As we have seen in the description, the NFC-A / B / F / V standards will use different modulations but all are based on two basic techniques, amplitude modulation and phase modulation.
For the encoding of each symbol they use Miller, Manchester or NRZ-L. The first two can be detected by correlation techniques and for NRZ-L it is enough to detect the level of the signal at each point of synchronization, let's see it in detail.
The correlation operation is a measure of how much one signal resembles another that serves as a reference. It is used intensively in digital signal analysis. With analog signals, the correlation of each sample x(t) requires N multiplications, therefore a symbol needs N^2 multiplications, being a costly process.
But since the reference signal is digital, it only has two possible values 0 or 1, which greatly simplifies the calculation by eliminating all the multiplications, allowing the correlation to be carried out by process a simple moving average.
These would be the two basic symbols that we need to carry out the correlation, if you study a little the operations that need to be carried out you will see that they are reduced to calculating the mean over the duration of the symbol and then obtaining the difference between the critical points, t = 0, t = N / 2 and t = N as seen in next diagram.
We will widely use this operation to extract the information within the NFC signals
For ASK modulated signals, it is enough to carry out the correlation described above on the baseband signal x(t). Below is the correlation functions for the two basic symbols S0, S1 used to calculate all the others. Last value is function SD and represent the absolute difference between S0 and S1 necessary to detect the timmings.
When the speed is 106 kbps, the answer can be extracted by applying the same technique, but instead of using the signal x(t) we will do it with w(t) multiplying it by itself obtaining a measure of the power that we will then integrate over 1/4 of the symbol period, in such a way that we will obtain a fairly clear ASK signal to be able to apply the correlation described above, this is the diagram of the process.
Card is much weaker but enough to allow its detection using the same technique for patterns E, D, F, here it is shown in better scale the process described. From top to bottom the signals are: x(t), w(t), w(t)^2 and y(t).

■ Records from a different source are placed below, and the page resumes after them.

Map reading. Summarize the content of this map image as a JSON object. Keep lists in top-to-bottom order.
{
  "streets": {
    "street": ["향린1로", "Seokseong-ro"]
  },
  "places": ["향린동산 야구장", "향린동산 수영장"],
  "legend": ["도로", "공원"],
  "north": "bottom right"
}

For BPSK demodulation a reference signal is required to detect the phase changes (carrier recovery), since that is complex I have chosen to implement it by multiplying each symbol by the preceding one, so that it is possible to determine the value of symbols through the changes produced between then.

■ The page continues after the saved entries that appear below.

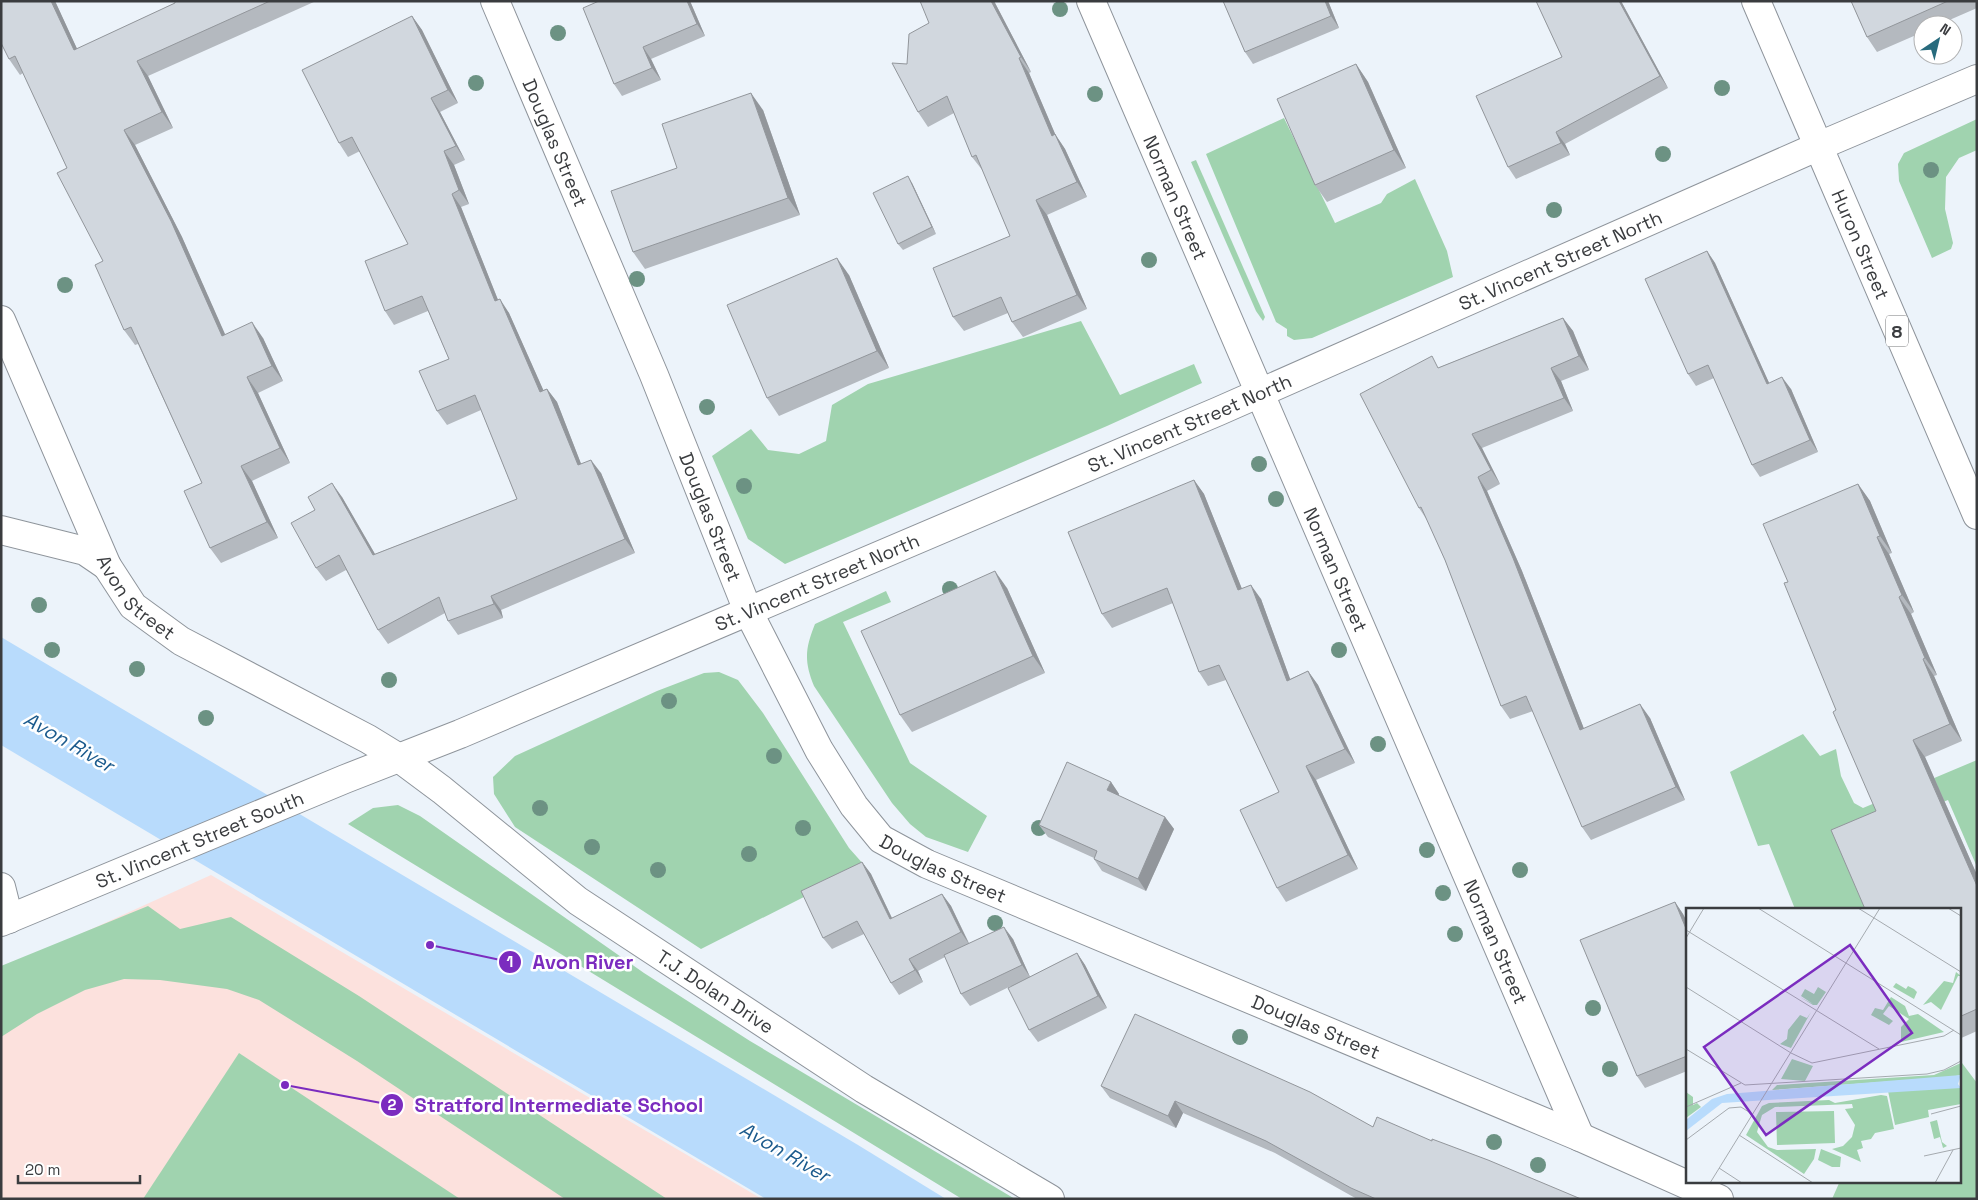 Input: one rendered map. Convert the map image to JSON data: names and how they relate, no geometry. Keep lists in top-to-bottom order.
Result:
{
  "streets": {
    "street": [
      "Douglas Street",
      "Norman Street",
      "Huron Street",
      "St. Vincent Street North",
      "8",
      "Avon Street",
      "St. Vincent Street South",
      "T.J. Dolan Drive"
    ]
  },
  "crossings": [
    ["Douglas Street", "Norman Street"],
    ["Douglas Street", "St. Vincent Street North"],
    ["Norman Street", "St. Vincent Street North"],
    ["Huron Street", "St. Vincent Street North"],
    ["St. Vincent Street North", "Avon Street"],
    ["St. Vincent Street North", "St. Vincent Street South"],
    ["St. Vincent Street North", "T.J. Dolan Drive"],
    ["Avon Street", "St. Vincent Street South"],
    ["Avon Street", "T.J. Dolan Drive"],
    ["St. Vincent Street South", "T.J. Dolan Drive"]
  ],
  "water": ["Avon River"],
  "places": ["Avon River", "Stratford Intermediate School"],
  "scale_bar": "20 m",
  "north": "top right"
}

It is very important that the signal does not contain a DC shift, therefore the signal w(t) obtained previously is taken as input to the process.
Below you can see the signal modulated in BPSK for a response frame at 424Kbps, followed by the demodulation y(t) and integration process over a quarter of a symbol r(t).

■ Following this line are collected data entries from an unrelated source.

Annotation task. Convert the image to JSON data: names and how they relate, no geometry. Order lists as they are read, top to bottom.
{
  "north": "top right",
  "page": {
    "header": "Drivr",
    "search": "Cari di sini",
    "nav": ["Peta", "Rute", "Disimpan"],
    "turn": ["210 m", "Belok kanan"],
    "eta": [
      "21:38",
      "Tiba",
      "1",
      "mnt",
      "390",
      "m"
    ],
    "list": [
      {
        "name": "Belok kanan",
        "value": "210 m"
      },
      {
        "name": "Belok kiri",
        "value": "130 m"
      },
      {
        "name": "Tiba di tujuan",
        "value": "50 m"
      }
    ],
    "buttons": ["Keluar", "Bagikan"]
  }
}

Finally, by checking if the result is positive or negative, the value of each symbol can be determined. It is somewhat more complex since timing and synchronization must be considered but with this signal is straightforward detect symbol values.
From the correlation process we obtain a flow of symbols where it is already possible to apply the specific decoding defined in each of the standards, NFC-A / B / F / V. Each symbol correlation is evaluated in the appropriate instants according to the synchronization.
The correlation process begins with the calculation of the S0 and S1 values that represent the basic symbols subsequently used to discriminate between the NFC patterns X, Y, Z, E, D, F, M, N etc. that are subsequently interpreted by a state machine in accordance with the specifications of ISO ISO14443A, ISO14443B, ISO15693 and Felica to obtain a byte stream that can be easily processed.
So, we have seen how demodulation is performed, but how does this apply when there are different speeds? Well, since we do not know in advance the transmission speed it is necessary to apply the same process for all possible speeds through a bank of correlators. Really only is necessary to do it for the first symbol of each frame, once the bitrate is known the rest are decoded using that speed.